KTMX
- York, Nebraska; United States;
- Frequency: 104.9 MHz (HD Radio)
- Branding: 104.9 Max Country

Programming
- Format: Country music
- Subchannels: HD2: KAWL simulcast

Ownership
- Owner: Nebraska Rural Radio Association
- Sister stations: KAWL

History
- First air date: January 6, 1971 (as KAWL-FM)
- Former call signs: KAWL-FM (1970–1991)
- Call sign meaning: "Mix" (former branding)

Technical information
- Licensing authority: FCC
- Facility ID: 9935
- Class: C2
- ERP: 13,000 watts
- HAAT: 297 meters (974 ft)
- Transmitter coordinates: 40°45′7.00″N 97°27′4.00″W﻿ / ﻿40.7519444°N 97.4511111°W

Links
- Public license information: Public file; LMS;
- Webcast: Listen Live
- Website: 1049maxcountry.com/

= KTMX =

KTMX (104.9 FM) is a radio station licensed to York, Nebraska. Owned by the Nebraska Rural Radio Association, it broadcasts a country music format branded as Max Country 104.9.

==History==
The station went on the air as KAWL-FM on January 6, 1971. On September 23, 1991, the station changed its call sign to the current KTMX. In 2004, the station was sold to Mark Jensen's MWB Broadcasting LLC. In February 2015, it was announced that both KTMX and KAWL had been sold to the Nebraska Rural Radio Association, pending FCC approval.
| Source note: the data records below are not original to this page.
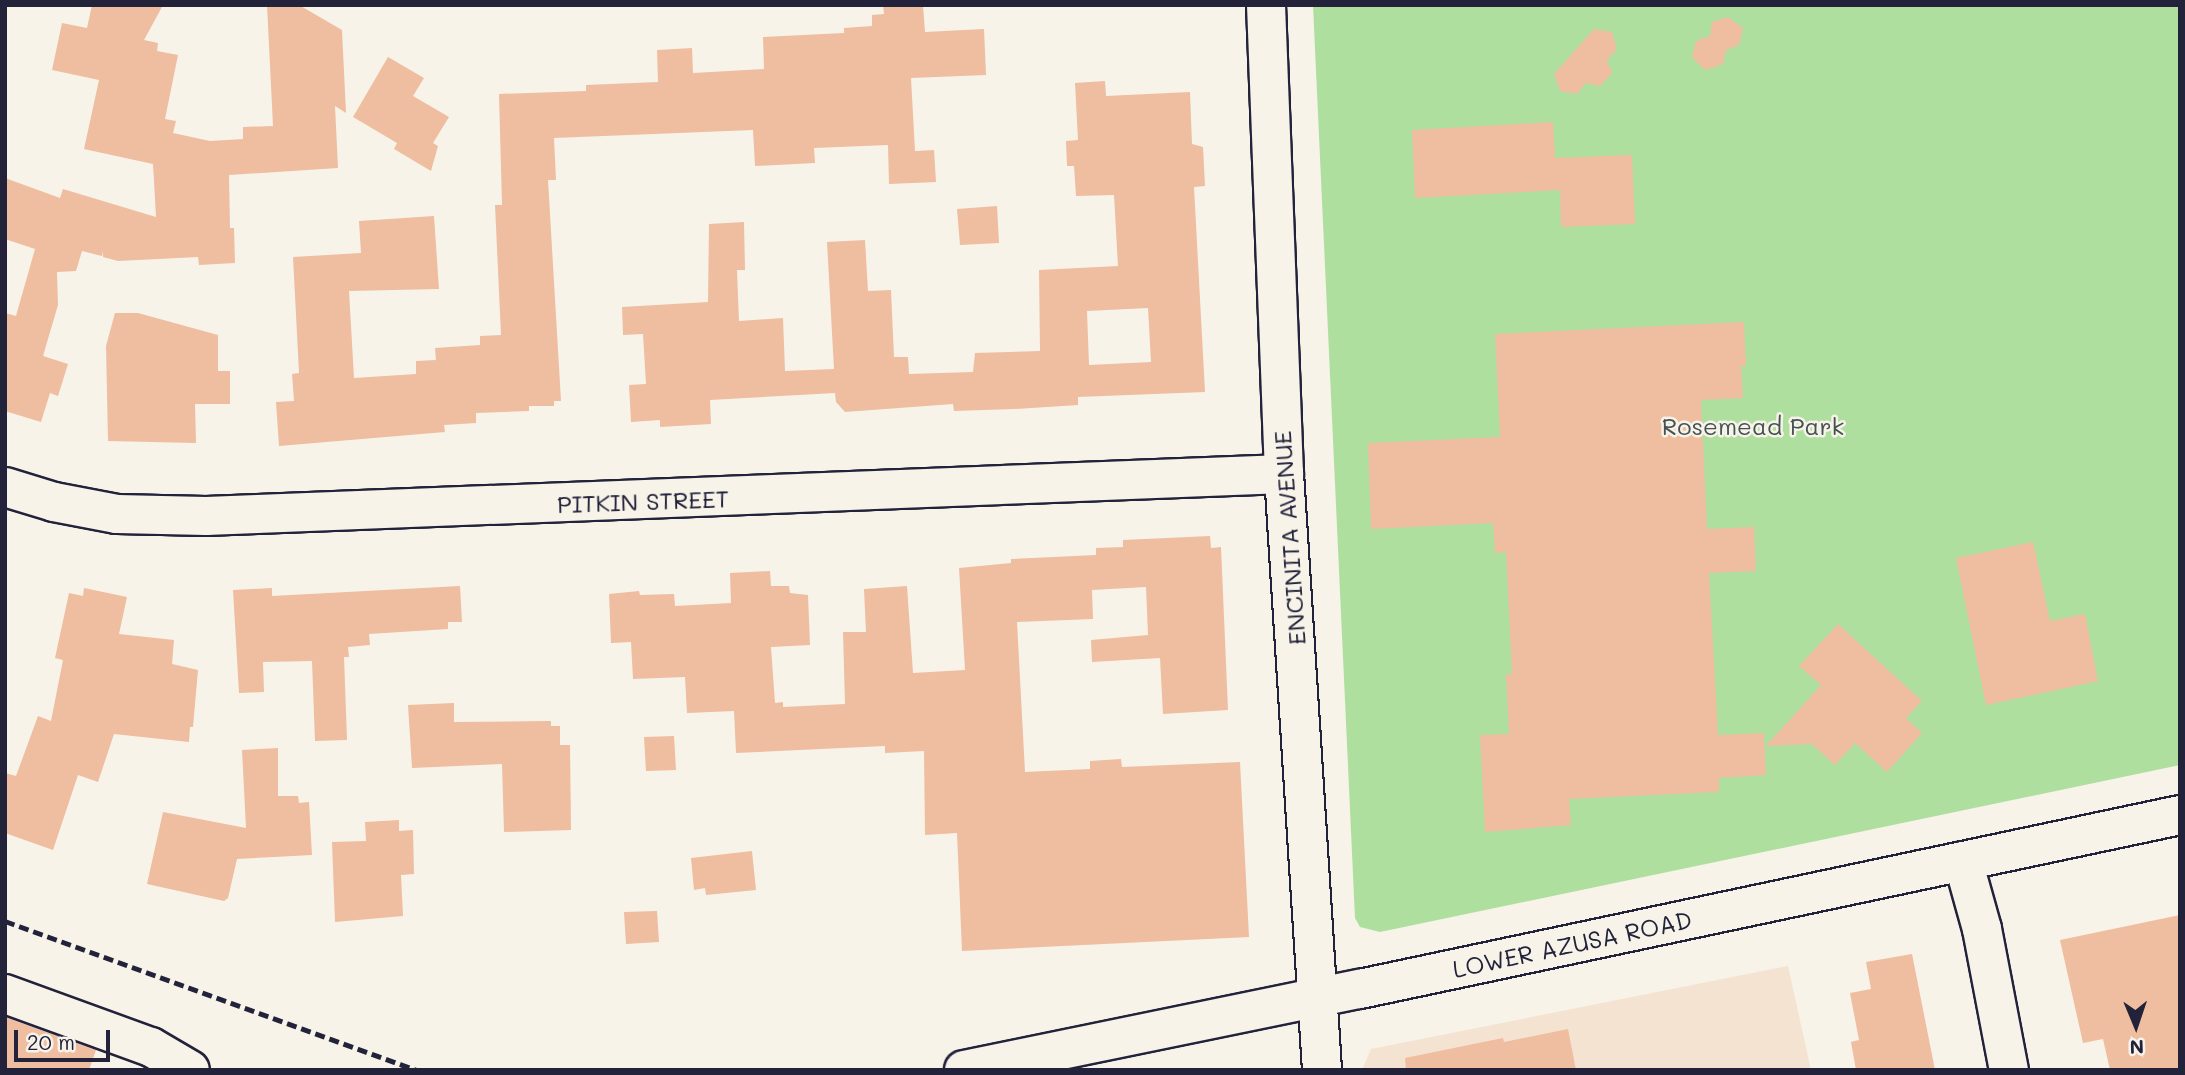 <!DOCTYPE html>
<html>
<head>
<meta charset="utf-8">
<style>
	body { margin:0 }
	#map { position:relative; width:2185px; height:1075px; overflow:hidden; background:#f7f3e8; font-family:Mali,sans-serif }
	div>[style] { position:absolute }
	.built>* { inset:0; background:#f5e3d2 }
	.green>* { inset:0; background:#aedf9f }
	.building>* { inset:0; background:#efbda0 }
	.roads { filter:drop-shadow(2px 0 #22223b) drop-shadow(-2px 0 #22223b) drop-shadow(0 2px #22223b) drop-shadow(0 -2px #22223b) }
	.minor>* { height:38px; margin:-19px; padding:0 19px; transform-origin:19px; border-radius:19px; background:#f7f3e8 }
	.major>* { height:38px; margin:-19px; padding:0 19px; transform-origin:19px; border-radius:19px; background:#f7f3e8 }
	.rail>* { height:5px; margin-top:-2.5px; transform-origin:0; background:repeating-linear-gradient(90deg,#22223b 0 10px,transparent 0 15px) }
	span { translate:-50% -50%; white-space:nowrap; text-align:center; line-height:1.15; -webkit-text-stroke:5px #f7f3e8; paint-order:stroke }
	.park-label { font-size:24px; color:#455154 }
	.street-label { font-size:24px; color:#22223b }
	.frame { position:absolute; inset:0; border:7px solid #22223b; pointer-events:none }
	.north { position:absolute; left:2101px; top:991px; width:70px; height:70px; -webkit-text-stroke:5px #f7f3e8; paint-order:stroke; rotate:178deg; font-size:19px; font-weight:700; line-height:28px; text-align:center; color:#22223b }
	.north::after { content:''; display:block; margin:auto; width:24px; height:32px; background:#22223b; clip-path:polygon(50% 0,100% 100%,50% 72%,0 100%) }
	.scale { position:absolute; left:14px; top:1030px; width:96px; height:32px; box-sizing:border-box; border:4px solid #22223b; border-top:0; padding-left:9px; font-size:21px; line-height:24px; white-space:nowrap; color:#22223b; -webkit-text-stroke:5px #f7f3e8; paint-order:stroke }
</style>
</head>
<body>
<div id="map">
	<div class="built">
		<div style="clip-path:polygon(1788px 966px,1811px 1070px,1362px 1070px,1371px 1049px)"></div>
	</div>
	<div class="green">
		<div style="clip-path:polygon(1313px 5px,2180px 5px,2180px 765px,1380px 932px,1360px 927px,1355px 918px)"></div>
	</div>
	<div class="building">
		<div style="clip-path:polygon(92px 5px,163px 5px,144px 40px,158px 43px,157px 51px,178px 55px,165px 119px,176px 121px,173px 133px,210px 141px,243px 139px,243px 127px,273px 126px,267px 5px,299px 5px,342px 30px,346px 113px,335px 106px,338px 168px,229px 175px,230px 228px,234px 228px,235px 263px,199px 265px,198px 257px,118px 261px,103px 257px,103px 251px,102px 256px,82px 251px,76px 271px,57px 272px,58px 305px,43px 356px,68px 364px,58px 396px,50px 393px,41px 422px,5px 411px,5px 313px,16px 316px,35px 249px,5px 239px,5px 178px,60px 198px,63px 189px,156px 217px,153px 164px,84px 149px,99px 80px,52px 70px,62px 23px,87px 28px)"></div>
		<div style="clip-path:polygon(883px 5px,923px 5px,925px 32px,984px 29px,986px 75px,911px 78px,915px 151px,934px 150px,936px 182px,889px 184px,888px 145px,814px 148px,815px 163px,755px 166px,753px 130px,554px 138px,556px 180px,548px 180px,561px 401px,554px 401px,554px 406px,529px 406px,529px 411px,476px 413px,476px 423px,444px 425px,445px 432px,279px 446px,276px 402px,294px 401px,292px 374px,299px 373px,293px 257px,361px 253px,359px 221px,434px 216px,439px 289px,349px 291px,354px 378px,416px 374px,416px 361px,436px 360px,435px 348px,480px 345px,480px 336px,501px 335px,495px 205px,502px 205px,499px 94px,586px 91px,586px 85px,658px 82px,657px 50px,692px 48px,693px 73px,764px 69px,763px 37px,844px 33px,844px 28px,872px 26px,872px 15px,884px 14px)"></div>
		<div style="clip-path:polygon(1728px 17px,1743px 28px,1739px 45px,1726px 50px,1723px 64px,1705px 70px,1692px 57px,1696px 41px,1710px 36px,1712px 22px)"></div>
		<div style="clip-path:polygon(1594px 29px,1612px 32px,1617px 49px,1607px 60px,1612px 73px,1600px 86px,1586px 83px,1577px 94px,1560px 91px,1554px 74px)"></div>
		<div style="clip-path:polygon(388px 57px,424px 78px,413px 96px,449px 117px,433px 143px,438px 146px,431px 171px,394px 149px,397px 143px,353px 117px)"></div>
		<div style="clip-path:polygon(evenodd,1105px 81px,1106px 96px,1190px 92px,1192px 144px,1203px 147px,1205px 186px,1194px 187px,1205px 392px,1078px 397px,1078px 405px,1014px 409px,954px 411px,953px 404px,845px 412px,836px 402px,835px 393px,710px 400px,711px 424px,660px 427px,660px 420px,631px 422px,629px 385px,646px 384px,643px 334px,623px 335px,622px 307px,708px 302px,709px 224px,744px 222px,745px 270px,737px 270px,739px 321px,783px 318px,785px 371px,834px 369px,827px 242px,865px 240px,868px 291px,891px 290px,894px 357px,908px 357px,909px 374px,973px 372px,975px 353px,1040px 351px,1039px 270px,1118px 266px,1114px 195px,1076px 196px,1074px 166px,1067px 166px,1066px 141px,1078px 140px,1075px 83px,1105px 81px,1148px 308px,1151px 362px,1089px 365px,1087px 311px,1148px 308px)"></div>
		<div style="clip-path:polygon(1553px 122px,1555px 158px,1632px 155px,1635px 224px,1561px 227px,1560px 190px,1415px 198px,1412px 130px)"></div>
		<div style="clip-path:polygon(997px 206px,999px 243px,960px 245px,957px 209px)"></div>
		<div style="clip-path:polygon(115px 313px,138px 313px,218px 335px,218px 371px,230px 371px,230px 404px,195px 404px,196px 443px,108px 441px,106px 346px)"></div>
		<div style="clip-path:polygon(1744px 322px,1746px 366px,1741px 366px,1743px 398px,1701px 400px,1707px 529px,1754px 527px,1756px 571px,1709px 573px,1718px 735px,1764px 733px,1766px 775px,1719px 778px,1719px 792px,1569px 799px,1571px 825px,1485px 832px,1480px 735px,1509px 734px,1506px 674px,1512px 674px,1506px 552px,1495px 553px,1493px 523px,1371px 529px,1368px 443px,1500px 437px,1495px 334px)"></div>
		<div style="clip-path:polygon(1210px 536px,1211px 548px,1221px 547px,1228px 710px,1163px 714px,1160px 658px,1092px 662px,1091px 640px,1148px 635px,1146px 587px,1092px 590px,1093px 619px,1017px 622px,1025px 772px,1090px 769px,1090px 761px,1121px 759px,1122px 767px,1240px 762px,1249px 937px,962px 951px,957px 833px,925px 835px,924px 751px,885px 753px,885px 746px,736px 753px,734px 711px,687px 713px,685px 677px,633px 679px,631px 642px,611px 643px,609px 594px,639px 591px,640px 595px,674px 594px,675px 606px,731px 603px,730px 573px,770px 571px,771px 586px,789px 586px,790px 593px,808px 595px,810px 645px,771px 647px,775px 703px,783px 702px,783px 707px,845px 704px,843px 632px,866px 632px,864px 589px,907px 586px,913px 673px,965px 670px,959px 568px,1011px 563px,1011px 559px,1096px 555px,1096px 548px,1123px 547px,1123px 540px)"></div>
		<div style="clip-path:polygon(2033px 542px,2050px 621px,2085px 614px,2098px 681px,1986px 705px,1956px 558px)"></div>
		<div style="clip-path:polygon(460px 586px,462px 622px,448px 622px,448px 629px,369px 634px,370px 645px,348px 647px,349px 657px,344px 657px,347px 740px,315px 741px,312px 661px,263px 662px,264px 692px,239px 693px,233px 590px,272px 588px,272px 596px)"></div>
		<div style="clip-path:polygon(84px 588px,127px 597px,119px 634px,174px 640px,172px 664px,198px 670px,193px 727px,190px 727px,189px 742px,114px 734px,98px 782px,78px 775px,53px 850px,5px 833px,5px 773px,16px 776px,38px 716px,51px 721px,63px 660px,55px 658px,69px 593px,83px 596px)"></div>
		<div style="clip-path:polygon(1838px 624px,1922px 701px,1906px 718px,1922px 733px,1887px 772px,1855px 743px,1835px 765px,1812px 744px,1766px 746px,1821px 685px,1799px 666px)"></div>
		<div style="clip-path:polygon(454px 703px,454px 722px,551px 721px,551px 726px,560px 726px,560px 745px,570px 745px,571px 830px,504px 832px,502px 764px,412px 768px,408px 705px)"></div>
		<div style="clip-path:polygon(674px 736px,676px 770px,646px 771px,644px 737px)"></div>
		<div style="clip-path:polygon(278px 748px,278px 796px,298px 796px,299px 803px,309px 802px,312px 855px,237px 859px,228px 898px,224px 901px,147px 884px,163px 812px,246px 828px,242px 750px)"></div>
		<div style="clip-path:polygon(399px 820px,399px 831px,413px 830px,414px 874px,401px 875px,403px 916px,335px 922px,332px 842px,366px 841px,365px 822px)"></div>
		<div style="clip-path:polygon(752px 851px,756px 890px,706px 895px,705px 888px,694px 890px,691px 858px)"></div>
		<div style="clip-path:polygon(657px 911px,659px 942px,626px 944px,624px 912px)"></div>
		<div style="clip-path:polygon(2180px 915px,2180px 1070px,2110px 1070px,2103px 1039px,2083px 1043px,2060px 940px)"></div>
		<div style="clip-path:polygon(1912px 954px,1935px 1070px,1856px 1070px,1851px 1042px,1859px 1040px,1850px 993px,1871px 989px,1866px 962px)"></div>
		<div style="clip-path:polygon(5px 1017px,96px 1050px,89px 1070px,5px 1070px)"></div>
		<div style="clip-path:polygon(1568px 1029px,1576px 1070px,1406px 1070px,1405px 1058px,1503px 1038px,1504px 1042px)"></div>
	</div>
	<div class="roads">
		<div class="minor">
			<div style="left:1266px;top:5px;width:469px;rotate:87.8deg"></div>
			<div style="left:1284px;top:474px;width:597px;rotate:86.35deg"></div>
			<div style="left:5px;top:487px;width:51px;rotate:17deg"></div>
			<div style="left:54px;top:502px;width:64px;rotate:10.8deg"></div>
			<div style="left:117px;top:514px;width:89px;rotate:1.3deg"></div>
			<div style="left:206px;top:516px;width:1079px;rotate:-2.23deg"></div>
			<div style="left:1963px;top:861px;width:71px;rotate:74.4deg"></div>
			<div style="left:1982px;top:929px;width:144px;rotate:79.2deg"></div>
			<div style="left:5px;top:994px;width:155px;rotate:20deg"></div>
			<div style="left:151px;top:1047px;width:45px;rotate:30.5deg"></div>
		</div>
		<div class="major">
			<div style="left:964px;top:1070px;width:404px;rotate:-11.6deg"></div>
			<div style="left:1360px;top:989px;width:838px;rotate:-11.98deg"></div>
		</div>
	</div>
	<div class="rail">
		<div style="left:5px;top:921px;width:438px;rotate:19.9deg"></div>
	</div>
	<div class="park-label">
		<span style="left:1753px;top:426px">Rosemead Park</span>
	</div>
	<div class="street-label">
		<span style="left:643px;top:501px;rotate:-2deg">PITKIN STREET</span>
		<span style="left:1289px;top:538px;rotate:-94deg">ENCINITA AVENUE</span>
		<span style="left:1572px;top:944px;rotate:-12deg">LOWER AZUSA ROAD</span>
	</div>
	<div class="frame"></div>
	<div class="north">N</div>
	<div class="scale">20 m</div>
</div>
</body>
</html>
The sale closed effective April 28, 2015, at a price of $1.335 million. In May 2015, shortly after the closure of the purchase, the station flipped from adult contemporary to country music as 104.9 Max Country.

KTMX is home to the Concordia Bulldogs Sports Network, and provides Concordia's athletic broadcasts in Football, Volleyball and men's and women's basketball. Parker Cyza serves as the Sports Director.